* [What the task requires]: Each line of the data is to be output verbatim, with the images removed.

* [Data extract]:

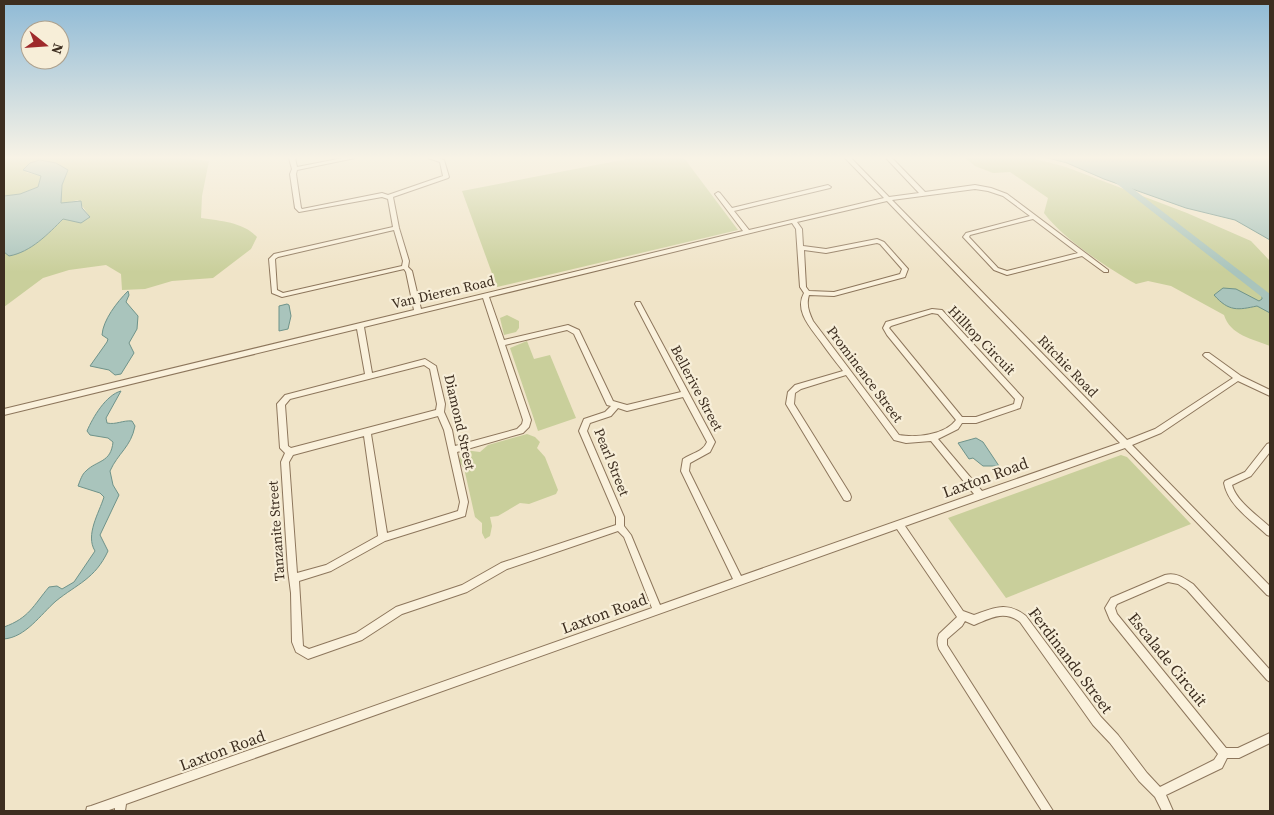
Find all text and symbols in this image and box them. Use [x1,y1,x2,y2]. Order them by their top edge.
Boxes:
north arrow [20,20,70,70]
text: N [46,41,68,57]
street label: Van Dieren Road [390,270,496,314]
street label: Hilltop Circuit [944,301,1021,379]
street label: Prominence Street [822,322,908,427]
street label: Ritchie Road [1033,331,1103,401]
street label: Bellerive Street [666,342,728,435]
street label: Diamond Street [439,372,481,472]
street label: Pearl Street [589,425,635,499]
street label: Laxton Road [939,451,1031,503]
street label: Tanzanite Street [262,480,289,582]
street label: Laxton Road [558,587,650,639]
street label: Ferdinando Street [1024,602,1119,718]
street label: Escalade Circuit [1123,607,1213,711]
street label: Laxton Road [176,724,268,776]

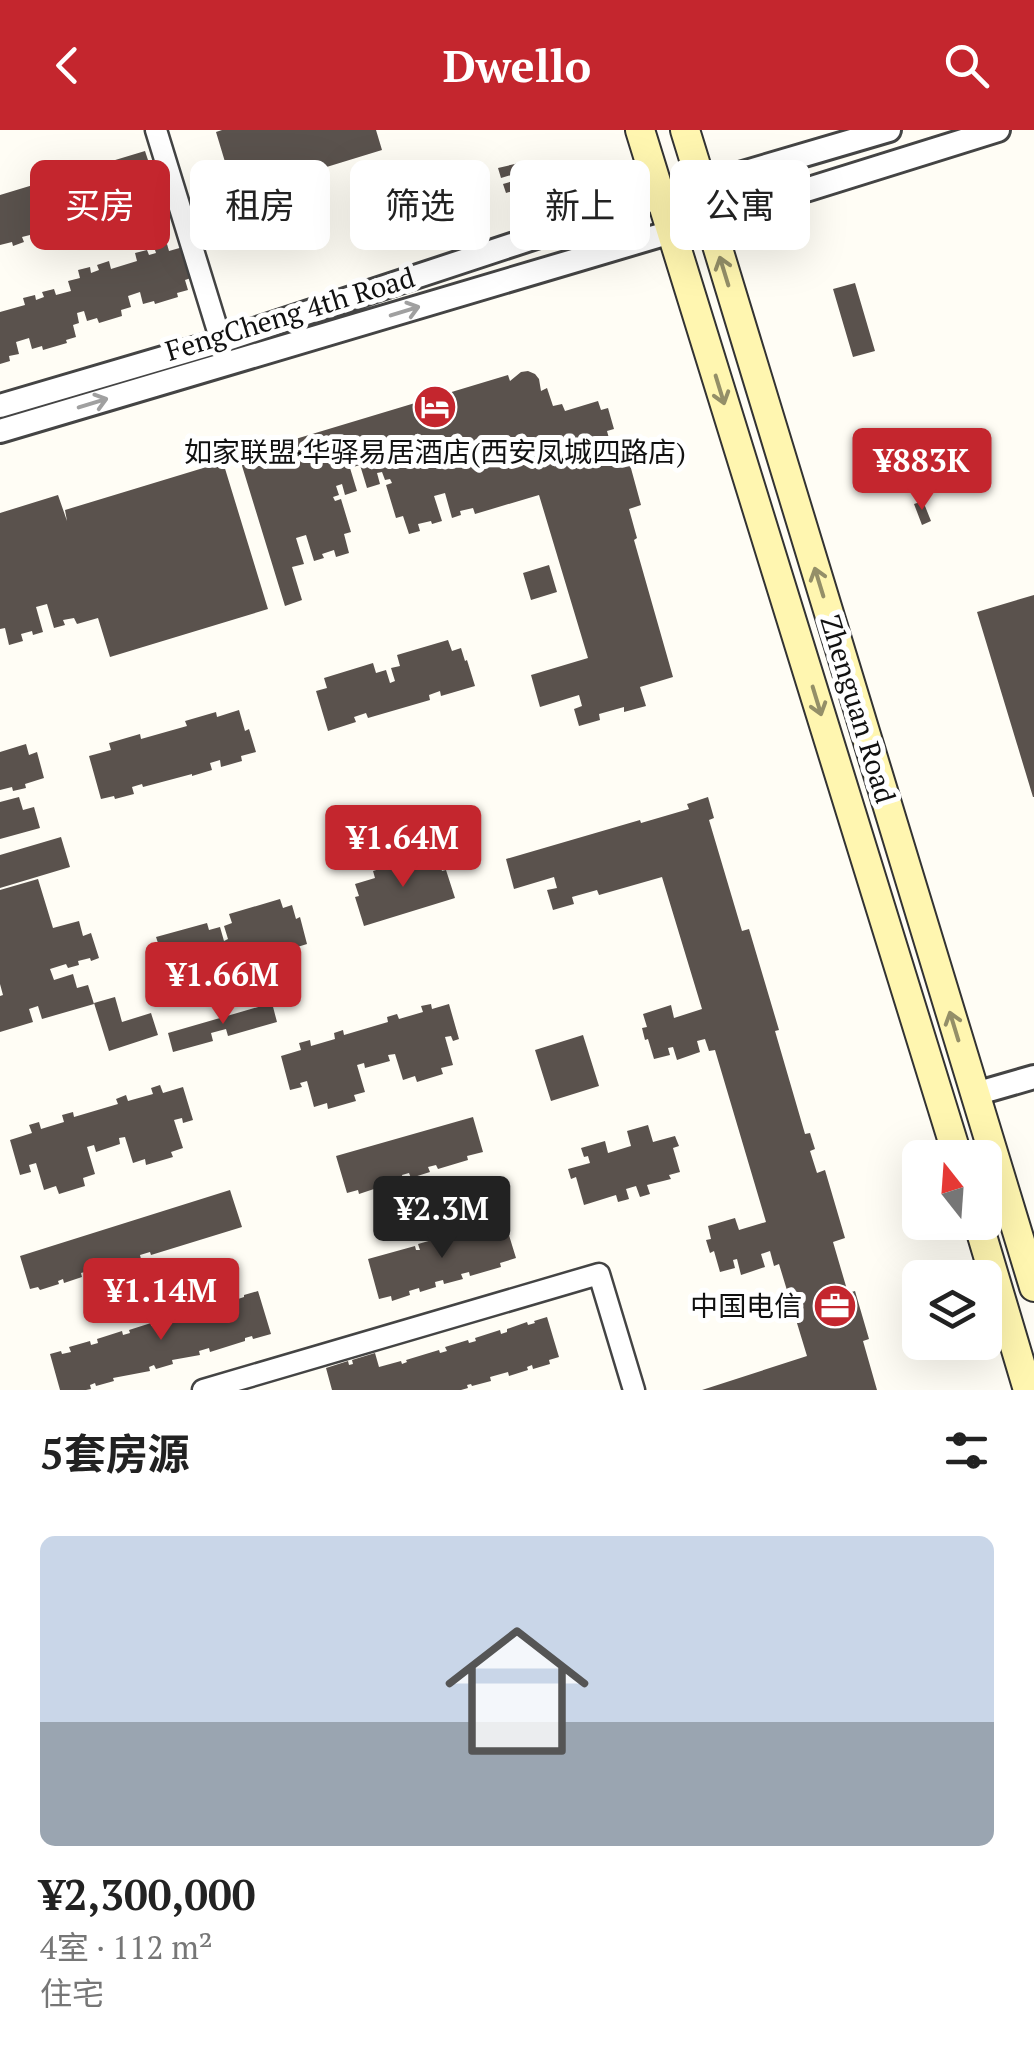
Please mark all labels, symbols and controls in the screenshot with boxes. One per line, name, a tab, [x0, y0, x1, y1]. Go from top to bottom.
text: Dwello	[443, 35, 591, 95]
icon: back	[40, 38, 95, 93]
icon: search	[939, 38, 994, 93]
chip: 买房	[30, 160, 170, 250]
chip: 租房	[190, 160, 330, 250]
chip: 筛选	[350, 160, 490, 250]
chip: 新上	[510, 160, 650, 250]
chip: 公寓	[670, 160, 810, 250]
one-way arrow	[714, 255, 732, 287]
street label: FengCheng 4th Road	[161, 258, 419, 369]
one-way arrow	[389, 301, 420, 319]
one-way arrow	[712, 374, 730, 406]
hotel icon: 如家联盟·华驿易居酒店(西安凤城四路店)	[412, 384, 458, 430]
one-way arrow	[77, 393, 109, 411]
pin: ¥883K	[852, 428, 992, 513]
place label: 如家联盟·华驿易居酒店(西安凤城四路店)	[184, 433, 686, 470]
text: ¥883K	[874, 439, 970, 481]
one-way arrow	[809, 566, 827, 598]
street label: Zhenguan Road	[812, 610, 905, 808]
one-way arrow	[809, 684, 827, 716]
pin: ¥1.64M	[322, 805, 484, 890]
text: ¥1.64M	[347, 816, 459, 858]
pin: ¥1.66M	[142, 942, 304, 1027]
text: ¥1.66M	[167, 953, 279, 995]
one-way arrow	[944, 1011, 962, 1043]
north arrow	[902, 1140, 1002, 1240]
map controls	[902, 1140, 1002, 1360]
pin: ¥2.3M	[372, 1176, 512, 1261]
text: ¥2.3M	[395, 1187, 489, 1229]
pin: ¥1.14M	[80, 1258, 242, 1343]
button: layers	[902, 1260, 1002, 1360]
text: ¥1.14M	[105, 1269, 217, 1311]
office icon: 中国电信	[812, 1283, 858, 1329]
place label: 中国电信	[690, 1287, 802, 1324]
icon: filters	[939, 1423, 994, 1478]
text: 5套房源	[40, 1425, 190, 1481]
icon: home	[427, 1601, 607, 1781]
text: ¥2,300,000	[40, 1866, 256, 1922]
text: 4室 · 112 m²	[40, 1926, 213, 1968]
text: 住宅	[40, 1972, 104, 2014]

* [Exercise solution]:
Find all text and symbols in this image and box them. Use [x1,y1,x2,y2]. Order them by their top edge.
Boxes:
north arrow [20,20,70,70]
text: N [46,41,68,57]
street label: Van Dieren Road [390,270,496,314]
street label: Hilltop Circuit [944,301,1021,379]
street label: Prominence Street [822,322,908,427]
street label: Ritchie Road [1033,331,1103,401]
street label: Bellerive Street [666,342,728,435]
street label: Diamond Street [439,372,481,472]
street label: Pearl Street [589,425,635,499]
street label: Laxton Road [939,451,1031,503]
street label: Tanzanite Street [262,480,289,582]
street label: Laxton Road [558,587,650,639]
street label: Ferdinando Street [1024,602,1119,718]
street label: Escalade Circuit [1123,607,1213,711]
street label: Laxton Road [176,724,268,776]

Please mark all labels, symbols and controls in the screenshot with boxes. One per line, name, a tab, [x0, y0, x1, y1]. Go from top to bottom.
text: Dwello	[443, 35, 591, 95]
icon: back	[40, 38, 95, 93]
icon: search	[939, 38, 994, 93]
chip: 买房	[30, 160, 170, 250]
chip: 租房	[190, 160, 330, 250]
chip: 筛选	[350, 160, 490, 250]
chip: 新上	[510, 160, 650, 250]
chip: 公寓	[670, 160, 810, 250]
one-way arrow	[714, 255, 732, 287]
street label: FengCheng 4th Road	[161, 258, 419, 369]
one-way arrow	[389, 301, 420, 319]
one-way arrow	[712, 374, 730, 406]
hotel icon: 如家联盟·华驿易居酒店(西安凤城四路店)	[412, 384, 458, 430]
one-way arrow	[77, 393, 109, 411]
pin: ¥883K	[852, 428, 992, 513]
place label: 如家联盟·华驿易居酒店(西安凤城四路店)	[184, 433, 686, 470]
text: ¥883K	[874, 439, 970, 481]
one-way arrow	[809, 566, 827, 598]
street label: Zhenguan Road	[812, 610, 905, 808]
one-way arrow	[809, 684, 827, 716]
pin: ¥1.64M	[322, 805, 484, 890]
text: ¥1.64M	[347, 816, 459, 858]
pin: ¥1.66M	[142, 942, 304, 1027]
text: ¥1.66M	[167, 953, 279, 995]
one-way arrow	[944, 1011, 962, 1043]
north arrow	[902, 1140, 1002, 1240]
map controls	[902, 1140, 1002, 1360]
pin: ¥2.3M	[372, 1176, 512, 1261]
text: ¥2.3M	[395, 1187, 489, 1229]
pin: ¥1.14M	[80, 1258, 242, 1343]
button: layers	[902, 1260, 1002, 1360]
text: ¥1.14M	[105, 1269, 217, 1311]
office icon: 中国电信	[812, 1283, 858, 1329]
place label: 中国电信	[690, 1287, 802, 1324]
icon: filters	[939, 1423, 994, 1478]
text: 5套房源	[40, 1425, 190, 1481]
icon: home	[427, 1601, 607, 1781]
text: ¥2,300,000	[40, 1866, 256, 1922]
text: 4室 · 112 m²	[40, 1926, 213, 1968]
text: 住宅	[40, 1972, 104, 2014]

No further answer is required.